> _Work order_
In the records below, find the lines that include "road" and copy each.

> _Stored items_
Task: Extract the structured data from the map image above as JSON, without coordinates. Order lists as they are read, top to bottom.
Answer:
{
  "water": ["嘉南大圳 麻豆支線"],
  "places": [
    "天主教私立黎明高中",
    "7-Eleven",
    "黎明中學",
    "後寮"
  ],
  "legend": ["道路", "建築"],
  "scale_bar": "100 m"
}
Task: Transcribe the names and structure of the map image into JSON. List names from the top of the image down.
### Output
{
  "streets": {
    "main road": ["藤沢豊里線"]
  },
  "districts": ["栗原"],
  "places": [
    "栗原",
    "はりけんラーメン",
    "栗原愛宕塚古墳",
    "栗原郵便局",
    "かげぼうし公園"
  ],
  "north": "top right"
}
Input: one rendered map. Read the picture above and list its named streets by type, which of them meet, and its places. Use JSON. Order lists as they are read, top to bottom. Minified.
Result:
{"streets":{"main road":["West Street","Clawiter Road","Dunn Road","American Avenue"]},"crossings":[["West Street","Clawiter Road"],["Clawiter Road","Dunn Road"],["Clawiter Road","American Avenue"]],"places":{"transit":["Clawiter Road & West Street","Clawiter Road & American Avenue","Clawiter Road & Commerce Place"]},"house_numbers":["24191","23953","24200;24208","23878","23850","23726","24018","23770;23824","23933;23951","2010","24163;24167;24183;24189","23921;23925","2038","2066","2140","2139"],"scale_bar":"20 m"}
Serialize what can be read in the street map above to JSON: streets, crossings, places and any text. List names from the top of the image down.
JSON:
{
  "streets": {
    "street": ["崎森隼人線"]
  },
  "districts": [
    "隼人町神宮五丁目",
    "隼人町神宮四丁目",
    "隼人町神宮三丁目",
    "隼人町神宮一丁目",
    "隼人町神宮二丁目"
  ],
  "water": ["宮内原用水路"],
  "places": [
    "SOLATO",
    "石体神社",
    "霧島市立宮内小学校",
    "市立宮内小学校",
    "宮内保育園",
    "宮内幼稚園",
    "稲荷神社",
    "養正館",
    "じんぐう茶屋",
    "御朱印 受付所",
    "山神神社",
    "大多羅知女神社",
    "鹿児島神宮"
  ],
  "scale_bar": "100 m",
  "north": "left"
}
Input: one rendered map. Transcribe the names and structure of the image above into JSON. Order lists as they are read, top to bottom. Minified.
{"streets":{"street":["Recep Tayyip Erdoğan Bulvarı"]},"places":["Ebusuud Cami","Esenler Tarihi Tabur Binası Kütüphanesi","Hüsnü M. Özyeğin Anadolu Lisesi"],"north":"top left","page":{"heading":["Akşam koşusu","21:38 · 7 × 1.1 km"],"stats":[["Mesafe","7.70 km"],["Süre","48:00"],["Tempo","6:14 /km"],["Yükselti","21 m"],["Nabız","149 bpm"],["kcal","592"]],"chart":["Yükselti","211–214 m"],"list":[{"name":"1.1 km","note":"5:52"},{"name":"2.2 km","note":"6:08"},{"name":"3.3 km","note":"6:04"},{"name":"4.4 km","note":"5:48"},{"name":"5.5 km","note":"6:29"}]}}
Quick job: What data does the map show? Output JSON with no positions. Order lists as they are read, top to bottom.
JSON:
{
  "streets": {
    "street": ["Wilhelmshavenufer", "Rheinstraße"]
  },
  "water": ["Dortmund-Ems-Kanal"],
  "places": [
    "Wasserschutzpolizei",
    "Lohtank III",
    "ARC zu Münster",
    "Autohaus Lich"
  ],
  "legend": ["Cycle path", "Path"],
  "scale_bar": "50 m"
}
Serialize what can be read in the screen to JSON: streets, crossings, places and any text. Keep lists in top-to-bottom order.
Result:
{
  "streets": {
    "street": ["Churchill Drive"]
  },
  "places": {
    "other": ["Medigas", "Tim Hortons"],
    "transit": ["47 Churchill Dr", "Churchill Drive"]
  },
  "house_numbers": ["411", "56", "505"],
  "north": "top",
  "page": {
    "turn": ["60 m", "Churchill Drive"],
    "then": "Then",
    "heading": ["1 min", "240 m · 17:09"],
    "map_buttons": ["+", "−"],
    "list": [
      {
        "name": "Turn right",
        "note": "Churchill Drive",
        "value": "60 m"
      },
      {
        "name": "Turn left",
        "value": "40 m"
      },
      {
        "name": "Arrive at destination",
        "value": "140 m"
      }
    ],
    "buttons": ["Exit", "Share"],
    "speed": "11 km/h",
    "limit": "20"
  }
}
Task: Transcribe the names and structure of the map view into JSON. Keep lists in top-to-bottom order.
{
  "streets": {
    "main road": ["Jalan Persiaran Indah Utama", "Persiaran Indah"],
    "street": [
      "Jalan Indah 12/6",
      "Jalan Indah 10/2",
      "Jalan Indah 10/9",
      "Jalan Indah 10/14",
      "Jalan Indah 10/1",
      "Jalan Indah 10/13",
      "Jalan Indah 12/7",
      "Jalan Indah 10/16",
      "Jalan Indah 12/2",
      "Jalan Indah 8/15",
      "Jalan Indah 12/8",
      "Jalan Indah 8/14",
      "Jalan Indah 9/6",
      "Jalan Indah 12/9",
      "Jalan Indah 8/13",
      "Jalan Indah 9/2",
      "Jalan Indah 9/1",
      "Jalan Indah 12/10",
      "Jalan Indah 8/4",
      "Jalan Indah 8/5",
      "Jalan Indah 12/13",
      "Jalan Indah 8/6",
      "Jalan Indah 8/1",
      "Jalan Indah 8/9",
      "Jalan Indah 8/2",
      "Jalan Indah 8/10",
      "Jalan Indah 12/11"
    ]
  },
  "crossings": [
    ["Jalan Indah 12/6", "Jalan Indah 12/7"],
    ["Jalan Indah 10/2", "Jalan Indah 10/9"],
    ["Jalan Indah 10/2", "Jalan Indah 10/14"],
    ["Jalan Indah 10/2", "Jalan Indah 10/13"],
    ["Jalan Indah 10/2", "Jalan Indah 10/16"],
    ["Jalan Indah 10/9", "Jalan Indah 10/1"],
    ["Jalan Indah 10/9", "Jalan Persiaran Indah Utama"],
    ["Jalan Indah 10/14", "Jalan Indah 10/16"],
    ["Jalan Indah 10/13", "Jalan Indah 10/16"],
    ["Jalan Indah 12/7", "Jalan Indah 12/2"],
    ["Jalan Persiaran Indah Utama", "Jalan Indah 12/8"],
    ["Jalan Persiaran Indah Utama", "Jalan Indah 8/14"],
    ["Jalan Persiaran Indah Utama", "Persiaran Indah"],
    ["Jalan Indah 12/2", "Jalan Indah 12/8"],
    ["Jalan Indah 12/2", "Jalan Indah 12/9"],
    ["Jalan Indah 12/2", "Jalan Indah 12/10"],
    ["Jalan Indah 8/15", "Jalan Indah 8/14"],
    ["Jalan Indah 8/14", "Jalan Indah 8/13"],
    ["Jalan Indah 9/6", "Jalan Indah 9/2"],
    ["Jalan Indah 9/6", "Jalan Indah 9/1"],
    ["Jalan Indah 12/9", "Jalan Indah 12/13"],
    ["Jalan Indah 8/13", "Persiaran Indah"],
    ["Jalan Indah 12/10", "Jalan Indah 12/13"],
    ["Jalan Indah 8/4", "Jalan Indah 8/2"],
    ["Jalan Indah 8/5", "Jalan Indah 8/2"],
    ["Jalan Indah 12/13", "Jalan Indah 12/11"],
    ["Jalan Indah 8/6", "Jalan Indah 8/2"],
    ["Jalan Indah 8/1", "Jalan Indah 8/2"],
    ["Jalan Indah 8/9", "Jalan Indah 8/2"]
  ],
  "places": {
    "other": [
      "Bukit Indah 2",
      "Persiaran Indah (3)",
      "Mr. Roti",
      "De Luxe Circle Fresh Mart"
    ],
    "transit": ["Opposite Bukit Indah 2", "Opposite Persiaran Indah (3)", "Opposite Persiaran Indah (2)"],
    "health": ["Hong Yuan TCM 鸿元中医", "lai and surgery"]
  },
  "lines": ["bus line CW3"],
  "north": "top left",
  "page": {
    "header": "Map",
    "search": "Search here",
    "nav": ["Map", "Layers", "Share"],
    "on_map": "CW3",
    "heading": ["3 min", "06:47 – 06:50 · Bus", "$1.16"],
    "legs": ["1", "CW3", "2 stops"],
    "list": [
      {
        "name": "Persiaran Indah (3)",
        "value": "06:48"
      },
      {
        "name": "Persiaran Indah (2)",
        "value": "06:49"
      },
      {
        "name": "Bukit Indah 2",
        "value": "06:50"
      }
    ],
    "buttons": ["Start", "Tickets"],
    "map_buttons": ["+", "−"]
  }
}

> _The completed task_
    "main road": ["藤沢豊里線"]
{"streets":{"main road":["West Street","Clawiter Road","Dunn Road","American Avenue"]},"crossings":[["West Street","Clawiter Road"],["Clawiter Road","Dunn Road"],["Clawiter Road","American Avenue"]],"places":{"transit":["Clawiter Road & West Street","Clawiter Road & American Avenue","Clawiter Road & Commerce Place"]},"house_numbers":["24191","23953","24200;24208","23878","23850","23726","24018","23770;23824","23933;23951","2010","24163;24167;24183;24189","23921;23925","2038","2066","2140","2139"],"scale_bar":"20 m"}
    "main road": ["Jalan Persiaran Indah Utama", "Persiaran Indah"],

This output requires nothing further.